El gran personaje del libro no es Kyo, como quisiera el narrador, quien se empeña en destacar la disciplina, espíritu de equipo, sumisión ante la dirigencia, de este perfecto militante. Es Tchen, el anárquico, el individualista, a quien vemos pasar de militante a terrorista, un estadio, a su juicio, superior, porque gracias a él —matando y muriendo— se puede acelerar esa historia que para el revolucionario de partido está hecha de lentas movilizaciones colectivas, en las que el individuo cuenta poco o nada. En el personaje de Tchen se esboza ya lo que con los años sería la ideología malrauxiana: la del héroe que, gracias a su lucidez, voluntad y temeridad, se impone a las "leyes" de la historia. Que fracase —los de Malraux son siempre derrotados— es el precio que paga para que, más tarde, su causa triunfe.

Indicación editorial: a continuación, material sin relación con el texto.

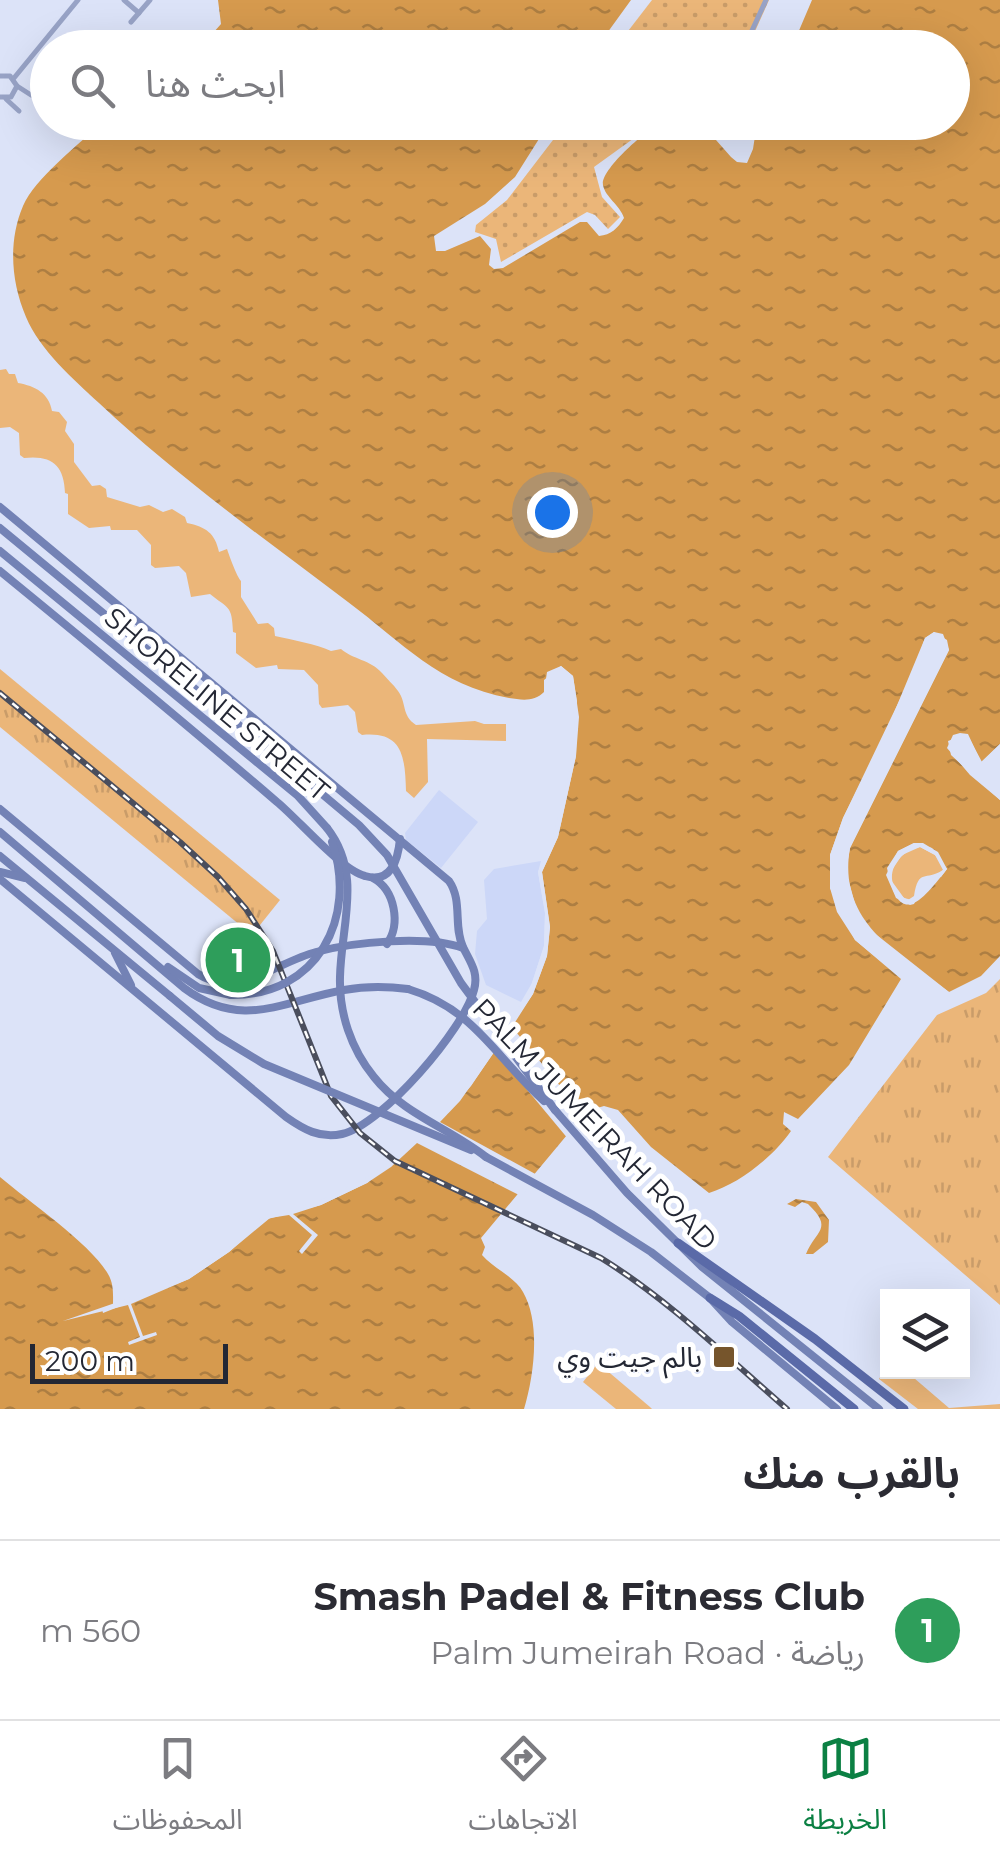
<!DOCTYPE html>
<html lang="ar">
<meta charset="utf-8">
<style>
:root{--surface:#fff;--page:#f2f2f3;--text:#2b2b33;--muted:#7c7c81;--line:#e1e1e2;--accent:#0b8043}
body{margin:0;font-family:Montserrat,"Noto Sans Arabic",sans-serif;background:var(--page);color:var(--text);direction:rtl}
.controls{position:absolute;right:30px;bottom:30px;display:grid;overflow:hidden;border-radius:0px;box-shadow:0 10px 40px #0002}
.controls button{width:90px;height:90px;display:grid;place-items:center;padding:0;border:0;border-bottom:2px solid var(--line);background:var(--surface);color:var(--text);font:50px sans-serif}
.scale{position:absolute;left:30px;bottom:25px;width:198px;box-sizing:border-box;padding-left:10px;border:5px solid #232734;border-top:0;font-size:28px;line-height:35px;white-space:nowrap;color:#232734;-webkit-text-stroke:8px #fff;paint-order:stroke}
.you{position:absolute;left:552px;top:512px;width:35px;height:35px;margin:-25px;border:8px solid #fff;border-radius:50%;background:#1a73e8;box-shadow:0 0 0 15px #1a73e833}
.badge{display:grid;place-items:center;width:65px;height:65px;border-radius:50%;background:var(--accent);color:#fff;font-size:32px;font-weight:700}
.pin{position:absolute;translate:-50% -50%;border:5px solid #fff;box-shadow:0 2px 10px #0006}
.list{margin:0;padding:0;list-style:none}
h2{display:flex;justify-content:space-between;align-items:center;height:130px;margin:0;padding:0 40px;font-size:42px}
h2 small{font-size:32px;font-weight:400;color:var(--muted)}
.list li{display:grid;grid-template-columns:65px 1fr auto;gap:30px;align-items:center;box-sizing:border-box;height:180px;padding:0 40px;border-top:2px solid var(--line)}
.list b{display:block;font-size:38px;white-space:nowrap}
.list p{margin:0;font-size:32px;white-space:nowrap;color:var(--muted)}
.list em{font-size:32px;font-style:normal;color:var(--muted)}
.icon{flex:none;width:55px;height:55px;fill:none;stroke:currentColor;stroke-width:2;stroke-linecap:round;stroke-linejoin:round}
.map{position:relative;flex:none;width:1000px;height:1409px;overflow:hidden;direction:ltr}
.search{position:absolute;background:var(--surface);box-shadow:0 10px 40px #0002;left:30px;right:30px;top:30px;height:110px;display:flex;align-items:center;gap:25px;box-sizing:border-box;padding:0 35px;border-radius:55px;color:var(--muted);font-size:38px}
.sheet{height:310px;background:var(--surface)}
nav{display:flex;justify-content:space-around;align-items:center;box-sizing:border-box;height:140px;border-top:2px solid var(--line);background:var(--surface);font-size:28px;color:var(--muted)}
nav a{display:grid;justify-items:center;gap:5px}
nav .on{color:var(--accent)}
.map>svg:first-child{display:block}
</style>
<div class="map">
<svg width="1000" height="1409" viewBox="0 0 1000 1409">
<defs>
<pattern id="grass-dots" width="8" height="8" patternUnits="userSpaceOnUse" patternTransform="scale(2.5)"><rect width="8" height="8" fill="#ebb679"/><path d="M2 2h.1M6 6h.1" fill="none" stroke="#c99c69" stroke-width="1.8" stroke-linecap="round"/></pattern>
<pattern id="park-tufts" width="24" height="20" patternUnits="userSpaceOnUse" patternTransform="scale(2.5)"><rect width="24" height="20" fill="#ebb679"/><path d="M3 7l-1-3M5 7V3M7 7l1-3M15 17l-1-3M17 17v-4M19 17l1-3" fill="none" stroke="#c99c69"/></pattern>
<pattern id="water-ripples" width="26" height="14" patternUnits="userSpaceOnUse" patternTransform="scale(2.5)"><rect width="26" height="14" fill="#d69a4e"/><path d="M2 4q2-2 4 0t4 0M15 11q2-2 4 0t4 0" fill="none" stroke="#ad7e42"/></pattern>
</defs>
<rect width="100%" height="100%" fill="#dce3f8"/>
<g fill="#ccd7f8">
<polygon points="439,790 478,822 441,868 406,840 405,833"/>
<polygon points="541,861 538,872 545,913 544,946 532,983 521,1002 486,985 475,954 477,931 487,919 484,880 494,869"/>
</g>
<g fill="url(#grass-dots)">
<polygon points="652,0 769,0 748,47 615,48"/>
<polygon points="566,123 655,123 594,167 602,197 620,217 608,229 595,215 587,212 501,262 496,239 475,232 476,225 507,200"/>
</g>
<g fill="url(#park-tufts)">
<polygon points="0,669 280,900 252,935 0,727"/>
<polygon points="1000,979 1000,1305 828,1157 937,1015 986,993"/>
</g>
<g fill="#ebb679">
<path d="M6,369l3,5h6l3,9c17,3 31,10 34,28l7,1 8,10 -2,9 9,13v18l18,24 8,-1 6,4 1,8 33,10 9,-2 14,7 9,-3 13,8 2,6c19,4 28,10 32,29l8,-3c2,6 10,28 14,32v16l17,27 10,-1 6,5 1,8c18,4 41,8 56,15l10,-2c11,10 30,11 41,24 5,6 11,11 16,18 9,12 3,24 18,34l59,-4 9,3h22v17l-79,-2 1,43 -14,16 -8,-7c-1,-34 -3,-60 -44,-56l-4,-3 -3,-20 -7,-7 -26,3 -3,-4 -1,-19 -14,-15 -26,-1 -1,-4 -21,3 -20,-15v-20l-3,-1c-1,-28 -5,-23 -23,-38l-19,3 -5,-24 -7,-7 -24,2 -4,-3v-20l-14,-15h-26l-1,-4 -21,2 -21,-14v-20l-3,-1c-1,-28 -13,-38 -41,-35l-4,-3 -1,-22 -9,-6 -10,1v-58z"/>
<path d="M920,847l15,8 8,15c-18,12 -24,-3 -29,26l-6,4c-28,-15 -16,-47 12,-53z"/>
<polygon points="598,1363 650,1407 652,1409 616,1409 583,1382"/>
<polygon points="887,1365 888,1372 907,1372 949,1408 1000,1404 1000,1409 918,1409 879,1379"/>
</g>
<g fill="url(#water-ripples)" fill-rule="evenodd">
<polygon points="218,0 631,0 597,47 194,48 198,35 203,30 213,33 221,24"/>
<path d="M812,0h188v744l-18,18 -15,-28 -19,7 3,14 49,45v156l-19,20 -32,16c-51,-38 -112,-70 -99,-144l99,-198 -2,-10 -13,-8 -9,6 -11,32 -71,148 -13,37v33l25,52 46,39 -52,86 -51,54 -14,-7 -1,12 8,7c-18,26 -52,53 -82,62l-58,-46 -33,-37 -14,-4 -17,5 -106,127 4,9 -3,8c11,13 33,22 41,37 18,31 11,84 1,117h-524v-232c28,24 91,67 108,97 6,10 5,20 5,31l-11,4 1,4 86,-34 40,-27 35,-32 57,-15 46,-22 66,-55 38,-42 62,-92 14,-38 3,-29 -8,-55 16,-35 18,-81 3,-39 -6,-41 -12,-10 -17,14v12c-10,10 -22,8 -35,6 -71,-13 -106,-55 -161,-96 -85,-64 -171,-126 -249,-199 -26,-24 -59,-53 -73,-86 -15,-35 -18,-76 -3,-111 12,-28 56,-61 78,-83h448l-34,54 -30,27 -51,32 2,15h9l35,-15 11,13 -2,16 5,4 9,-1 77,-46h7l12,14c12,-1 19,-8 25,-18 -4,-13 -19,-21 -21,-33 -3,-15 44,-56 58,-62 10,-4 29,0 40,0l30,34 6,5 10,1 6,-14 4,-26 195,-1v-74l-160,-1zM914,843l18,5 15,21c-25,32 -48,61 -60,-1l11,-17z"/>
<path d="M796,1199l20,3 13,18 -1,22 -15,12h-7c10,-24 28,-25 2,-50l-6,-2 -7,5 -8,-3z"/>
</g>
<g fill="#dce3f8">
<polygon points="934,632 943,634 949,650 850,848 846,871 857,911 873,932 949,992 949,997 869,936 853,913 841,871 846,846 944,650 940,639 929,641 918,672 848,820 835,856 835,887 842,909 859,937 905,975 905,981 855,940 837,912 830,888 830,855 843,818 886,732 925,638"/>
<polygon points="561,666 573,676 577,701 576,756 558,837 542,872 550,927 547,956 533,994 512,1027 587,1119 569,1140 495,1051 460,1101 440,1122 539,1176 521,1196 417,1143 391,1167 367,1183 321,1205 293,1214 318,1235 302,1254 299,1251 312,1235 289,1215 270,1218 229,1252 189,1279 131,1304 143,1336 156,1332 157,1335 129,1345 128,1342 140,1337 128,1305 63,1321 164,1286 226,1249 262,1216 319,1201 364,1179 388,1163 467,1083 529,992 544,946 545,913 538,872 553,837 570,768 575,723 570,680 566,674 555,672 549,681 549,693 544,692 547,672"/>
<polygon points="960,733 968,734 981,762 1000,744 1000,752 987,767 1000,780 1000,785 972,759 964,739 955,740 952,746 974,772 1000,794 1000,800 970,775 947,748 953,735"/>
<polygon points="914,843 923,843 938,852 947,869 941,877 932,878 943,870 943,865 935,855 920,847 902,855 892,870 891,880 904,898 912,900 918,896 914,904 910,905 896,898 886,875 898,851"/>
</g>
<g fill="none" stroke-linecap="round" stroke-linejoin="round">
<g stroke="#98a3c6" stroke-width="5">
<polyline points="124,0 139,13"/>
<polyline points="131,22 150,0"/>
<polyline points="744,48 766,0"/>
<polyline points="0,76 10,76 17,86 11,97 0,97"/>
<polyline points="14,78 78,0"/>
<polyline points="17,86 31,95"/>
<polyline points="6,99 19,111"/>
</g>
<g stroke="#7382b5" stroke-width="8">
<path d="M0,507l449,374c14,20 4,45 14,66 7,15 16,25 11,43 -10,39 -91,134 -132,144 -22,5 -39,-5 -56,-17l-286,-238"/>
<polyline points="0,528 291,768"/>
<polyline points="0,551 298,796 327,828"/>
<path d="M0,571c93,76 186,153 277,231 21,17 64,68 88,74 26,8 33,-16 35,-37"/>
<path d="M0,809l198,165c40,25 79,-12 118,-22 37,-10 111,-17 147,-4"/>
<path d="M0,832l184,156c58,43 99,13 160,2 21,-4 42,-4 64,-1"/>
<polyline points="0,856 170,996"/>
<polyline points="0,872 25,878"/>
<path d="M373,878c22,12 28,46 14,66"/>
<polyline points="115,953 131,985"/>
<polyline points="168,967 199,988 231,995"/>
<polyline points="555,1110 627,1193 702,1267 879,1409"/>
<polyline points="486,1157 593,1215 651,1252 710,1298 732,1322 837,1409"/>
</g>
<g stroke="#5a6aa8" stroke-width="9">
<polyline points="678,1243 815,1339 904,1409"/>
<polyline points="710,1298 739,1316 854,1409"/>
</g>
<defs>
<path id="rail" d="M0,693l180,149 38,35 28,32 27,42 58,145 29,37 35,28 206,97c68,42 126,99 186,151"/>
</defs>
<use href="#rail" stroke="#4a4e5d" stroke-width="6"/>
<use href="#rail" stroke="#fff" stroke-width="2.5" stroke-dasharray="8" stroke-linecap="butt"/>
<g stroke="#7382b5" stroke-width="8">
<polyline points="291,768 359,825 387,855 461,983 555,1110"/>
<path d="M327,828c36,46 14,97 13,149 -1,36 11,72 34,100 29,37 75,51 112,80"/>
<path d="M408,989c67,20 87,68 136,112"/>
<path d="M231,995c86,1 127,-77 101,-153"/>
<polyline points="170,996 218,1036 264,1064 471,1150"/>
</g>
</g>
<rect fill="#76552c" stroke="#fff" stroke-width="4" x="712" y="1345" width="24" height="24" rx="5"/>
<g text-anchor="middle" stroke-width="10" stroke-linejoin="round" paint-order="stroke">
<g font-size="28" fill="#232734" stroke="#fff">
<text transform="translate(217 704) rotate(40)" y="10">SHORELINE STREET</text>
<text transform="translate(595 1124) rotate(46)" y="10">PALM JUMEIRAH ROAD</text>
</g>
<g font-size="28" fill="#232734" stroke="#fff" text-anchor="end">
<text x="702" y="1367">بالم جيت وي</text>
</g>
</g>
</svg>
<div class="controls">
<button><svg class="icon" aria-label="layers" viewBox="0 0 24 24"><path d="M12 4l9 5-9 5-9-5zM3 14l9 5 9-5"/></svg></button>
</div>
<div class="scale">200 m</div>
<div class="you"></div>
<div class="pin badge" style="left:238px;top:960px;background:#2e9e5b">1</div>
<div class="search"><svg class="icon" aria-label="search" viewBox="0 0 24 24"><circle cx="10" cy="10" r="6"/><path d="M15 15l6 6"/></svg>ابحث هنا</div>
</div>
<section class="sheet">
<h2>بالقرب منك<small></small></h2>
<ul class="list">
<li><span class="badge" style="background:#2e9e5b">1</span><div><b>Smash Padel &amp; Fitness Club</b><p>رياضة · Palm Jumeirah Road</p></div><em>560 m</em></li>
</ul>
</section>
<nav>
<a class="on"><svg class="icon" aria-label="map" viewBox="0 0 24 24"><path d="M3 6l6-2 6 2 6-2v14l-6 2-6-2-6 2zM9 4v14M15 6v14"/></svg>الخريطة</a>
<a><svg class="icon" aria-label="directions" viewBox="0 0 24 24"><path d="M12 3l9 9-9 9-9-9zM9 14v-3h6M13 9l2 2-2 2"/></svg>الاتجاهات</a>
<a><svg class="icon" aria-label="saved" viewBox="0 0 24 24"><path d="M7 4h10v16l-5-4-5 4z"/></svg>المحفوظات</a>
</nav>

Además de valientes, trágicos e inteligentes, los personajes de Malraux suelen ser cultos: sensibles a la belleza, conocedores del arte y la filosofía, apasionados por culturas exóticas. El emblema de ellos es, en La condición humana, el viejo Gisors; pero también es de semejante estirpe Clappique, quien, detrás de su fanfarronería exhibicionista, esconde un espíritu sutil, un paladar exquisito para los objetos estéticos. El barón de Clappique es una irrupción de fantasía, de absurdo, de libertad, de humor, en este mundo grave, lógico, lúgubre y violento de revolucionarios y contrarrevolucionarios. Está allí para aligerar, con una bocanada de irresponsabilidad y locura, ese enrarecido infierno de sufrimiento y crueldad. Pero, también, para recordar que, en contra de lo que piensan Kyo, Tchen y Katow, la vida no está conformada sólo de razón y valores colectivos; también de sinrazón, instinto y pasiones individuales que contradicen a aquéllos y pueden destruirlos.